Task requirements => Give again the entries below exactly, beginning at the first line and ending at the line with "inset:0; background:#0007; transform-origin:0".

════

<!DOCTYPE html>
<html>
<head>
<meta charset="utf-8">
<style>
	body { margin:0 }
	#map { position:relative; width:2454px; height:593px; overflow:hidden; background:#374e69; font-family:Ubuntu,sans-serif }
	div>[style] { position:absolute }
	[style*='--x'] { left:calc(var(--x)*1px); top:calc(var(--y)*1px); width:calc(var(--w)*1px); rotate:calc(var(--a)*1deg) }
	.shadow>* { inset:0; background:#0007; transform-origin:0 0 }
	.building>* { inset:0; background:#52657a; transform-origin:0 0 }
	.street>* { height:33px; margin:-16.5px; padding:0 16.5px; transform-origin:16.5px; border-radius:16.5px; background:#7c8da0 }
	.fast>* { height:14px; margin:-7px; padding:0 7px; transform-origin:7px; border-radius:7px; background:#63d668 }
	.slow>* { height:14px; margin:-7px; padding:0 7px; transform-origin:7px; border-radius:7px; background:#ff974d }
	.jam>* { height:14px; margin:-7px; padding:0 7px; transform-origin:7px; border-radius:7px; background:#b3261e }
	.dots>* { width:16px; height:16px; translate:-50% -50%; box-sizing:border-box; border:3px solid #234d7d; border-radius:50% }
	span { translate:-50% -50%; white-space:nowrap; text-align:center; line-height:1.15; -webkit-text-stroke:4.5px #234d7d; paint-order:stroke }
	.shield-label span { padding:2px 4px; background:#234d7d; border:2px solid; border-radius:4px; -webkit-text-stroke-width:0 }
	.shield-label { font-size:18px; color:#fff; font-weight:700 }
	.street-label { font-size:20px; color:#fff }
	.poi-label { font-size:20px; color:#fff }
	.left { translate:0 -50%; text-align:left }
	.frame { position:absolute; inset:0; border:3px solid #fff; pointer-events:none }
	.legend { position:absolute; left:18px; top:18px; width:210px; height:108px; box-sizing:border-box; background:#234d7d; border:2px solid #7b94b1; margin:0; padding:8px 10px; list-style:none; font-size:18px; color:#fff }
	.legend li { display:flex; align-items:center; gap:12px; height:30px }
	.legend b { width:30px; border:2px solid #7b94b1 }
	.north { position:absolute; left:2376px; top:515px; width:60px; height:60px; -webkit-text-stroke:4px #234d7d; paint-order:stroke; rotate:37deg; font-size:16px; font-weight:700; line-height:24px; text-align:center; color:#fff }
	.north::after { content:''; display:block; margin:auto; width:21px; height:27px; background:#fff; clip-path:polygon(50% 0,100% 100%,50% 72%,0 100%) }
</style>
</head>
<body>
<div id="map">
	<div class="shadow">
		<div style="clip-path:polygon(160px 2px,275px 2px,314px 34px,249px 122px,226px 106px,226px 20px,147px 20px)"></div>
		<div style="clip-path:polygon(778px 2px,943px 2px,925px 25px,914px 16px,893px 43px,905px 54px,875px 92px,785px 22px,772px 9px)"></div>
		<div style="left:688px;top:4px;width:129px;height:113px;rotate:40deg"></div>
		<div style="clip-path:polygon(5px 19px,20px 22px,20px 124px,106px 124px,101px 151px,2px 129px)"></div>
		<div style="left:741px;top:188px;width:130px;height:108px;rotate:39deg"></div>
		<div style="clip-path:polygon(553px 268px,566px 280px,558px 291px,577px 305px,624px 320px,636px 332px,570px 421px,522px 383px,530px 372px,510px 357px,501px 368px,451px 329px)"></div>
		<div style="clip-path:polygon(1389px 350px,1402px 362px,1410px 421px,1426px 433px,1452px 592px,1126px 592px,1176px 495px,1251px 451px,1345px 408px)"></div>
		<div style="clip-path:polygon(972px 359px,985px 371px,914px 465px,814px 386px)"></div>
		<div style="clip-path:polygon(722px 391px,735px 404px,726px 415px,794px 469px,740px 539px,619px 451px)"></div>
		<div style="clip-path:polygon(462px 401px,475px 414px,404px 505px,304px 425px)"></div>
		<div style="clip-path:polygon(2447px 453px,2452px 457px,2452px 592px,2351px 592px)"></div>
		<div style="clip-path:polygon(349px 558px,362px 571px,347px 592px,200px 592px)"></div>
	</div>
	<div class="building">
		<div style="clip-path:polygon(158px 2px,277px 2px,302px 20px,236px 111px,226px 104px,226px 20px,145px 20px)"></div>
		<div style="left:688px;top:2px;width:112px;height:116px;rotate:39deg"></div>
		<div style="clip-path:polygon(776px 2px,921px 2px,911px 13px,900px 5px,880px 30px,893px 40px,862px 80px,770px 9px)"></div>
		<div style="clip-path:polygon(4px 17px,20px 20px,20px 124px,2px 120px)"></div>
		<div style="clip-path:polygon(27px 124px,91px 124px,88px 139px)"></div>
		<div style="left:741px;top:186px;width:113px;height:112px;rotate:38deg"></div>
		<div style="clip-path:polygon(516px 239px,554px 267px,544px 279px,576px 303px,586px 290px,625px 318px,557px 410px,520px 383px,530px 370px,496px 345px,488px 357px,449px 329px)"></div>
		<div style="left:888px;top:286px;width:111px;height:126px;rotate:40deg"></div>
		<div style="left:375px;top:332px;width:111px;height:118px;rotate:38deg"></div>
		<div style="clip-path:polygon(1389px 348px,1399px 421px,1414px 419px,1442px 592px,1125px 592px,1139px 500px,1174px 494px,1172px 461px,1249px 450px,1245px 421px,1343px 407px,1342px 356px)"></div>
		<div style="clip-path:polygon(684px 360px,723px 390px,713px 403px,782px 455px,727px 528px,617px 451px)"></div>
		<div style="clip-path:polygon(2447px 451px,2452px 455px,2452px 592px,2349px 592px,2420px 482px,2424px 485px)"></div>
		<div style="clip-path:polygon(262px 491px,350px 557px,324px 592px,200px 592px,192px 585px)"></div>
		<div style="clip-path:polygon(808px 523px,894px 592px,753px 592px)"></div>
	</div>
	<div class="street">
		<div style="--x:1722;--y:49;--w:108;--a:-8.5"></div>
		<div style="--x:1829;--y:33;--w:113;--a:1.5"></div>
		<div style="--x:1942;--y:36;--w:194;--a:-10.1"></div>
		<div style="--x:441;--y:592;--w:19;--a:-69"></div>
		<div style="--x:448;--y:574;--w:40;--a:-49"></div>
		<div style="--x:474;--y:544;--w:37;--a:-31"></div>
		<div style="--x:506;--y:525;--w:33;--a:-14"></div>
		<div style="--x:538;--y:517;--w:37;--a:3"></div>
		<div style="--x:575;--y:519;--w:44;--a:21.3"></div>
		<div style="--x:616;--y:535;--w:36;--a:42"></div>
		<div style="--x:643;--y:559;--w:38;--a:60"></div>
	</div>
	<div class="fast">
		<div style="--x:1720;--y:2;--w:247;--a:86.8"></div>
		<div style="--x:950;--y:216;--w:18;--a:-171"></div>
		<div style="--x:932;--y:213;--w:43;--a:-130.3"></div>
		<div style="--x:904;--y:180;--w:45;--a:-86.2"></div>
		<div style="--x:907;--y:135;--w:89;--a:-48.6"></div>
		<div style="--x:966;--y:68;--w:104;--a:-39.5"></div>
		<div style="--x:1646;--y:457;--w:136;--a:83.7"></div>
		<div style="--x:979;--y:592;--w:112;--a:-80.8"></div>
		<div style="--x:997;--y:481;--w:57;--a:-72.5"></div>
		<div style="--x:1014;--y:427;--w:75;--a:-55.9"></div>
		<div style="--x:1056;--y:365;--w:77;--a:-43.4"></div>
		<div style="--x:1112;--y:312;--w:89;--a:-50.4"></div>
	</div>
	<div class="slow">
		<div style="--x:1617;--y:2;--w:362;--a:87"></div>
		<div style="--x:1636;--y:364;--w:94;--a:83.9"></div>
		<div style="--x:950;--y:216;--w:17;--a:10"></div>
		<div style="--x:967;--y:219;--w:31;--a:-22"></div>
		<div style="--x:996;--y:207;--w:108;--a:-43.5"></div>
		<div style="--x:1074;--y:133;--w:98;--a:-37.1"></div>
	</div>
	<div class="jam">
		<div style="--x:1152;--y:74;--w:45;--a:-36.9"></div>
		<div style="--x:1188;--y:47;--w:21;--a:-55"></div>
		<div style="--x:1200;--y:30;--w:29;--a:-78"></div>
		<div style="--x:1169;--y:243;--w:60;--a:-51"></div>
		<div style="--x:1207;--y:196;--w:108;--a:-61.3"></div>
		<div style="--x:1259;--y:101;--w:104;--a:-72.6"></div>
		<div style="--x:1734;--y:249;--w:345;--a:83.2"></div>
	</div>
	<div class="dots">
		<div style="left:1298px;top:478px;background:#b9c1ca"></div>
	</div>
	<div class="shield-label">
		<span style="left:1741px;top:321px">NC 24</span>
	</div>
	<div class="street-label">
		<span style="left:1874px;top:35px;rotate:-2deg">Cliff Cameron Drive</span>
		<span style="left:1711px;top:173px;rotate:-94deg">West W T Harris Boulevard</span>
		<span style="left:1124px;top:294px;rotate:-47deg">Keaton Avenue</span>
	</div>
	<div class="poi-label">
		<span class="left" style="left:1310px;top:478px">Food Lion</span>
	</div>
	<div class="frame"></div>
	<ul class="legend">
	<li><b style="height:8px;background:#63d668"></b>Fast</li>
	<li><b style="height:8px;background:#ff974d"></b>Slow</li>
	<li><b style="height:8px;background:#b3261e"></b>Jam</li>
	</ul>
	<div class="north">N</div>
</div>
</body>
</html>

════

Written answer =>
<!DOCTYPE html>
<html>
<head>
<meta charset="utf-8">
<style>
	body { margin:0 }
	#map { position:relative; width:2454px; height:593px; overflow:hidden; background:#374e69; font-family:Ubuntu,sans-serif }
	div>[style] { position:absolute }
	[style*='--x'] { left:calc(var(--x)*1px); top:calc(var(--y)*1px); width:calc(var(--w)*1px); rotate:calc(var(--a)*1deg) }
	.shadow>* { inset:0; background:#0007; transform-origin:0 0 }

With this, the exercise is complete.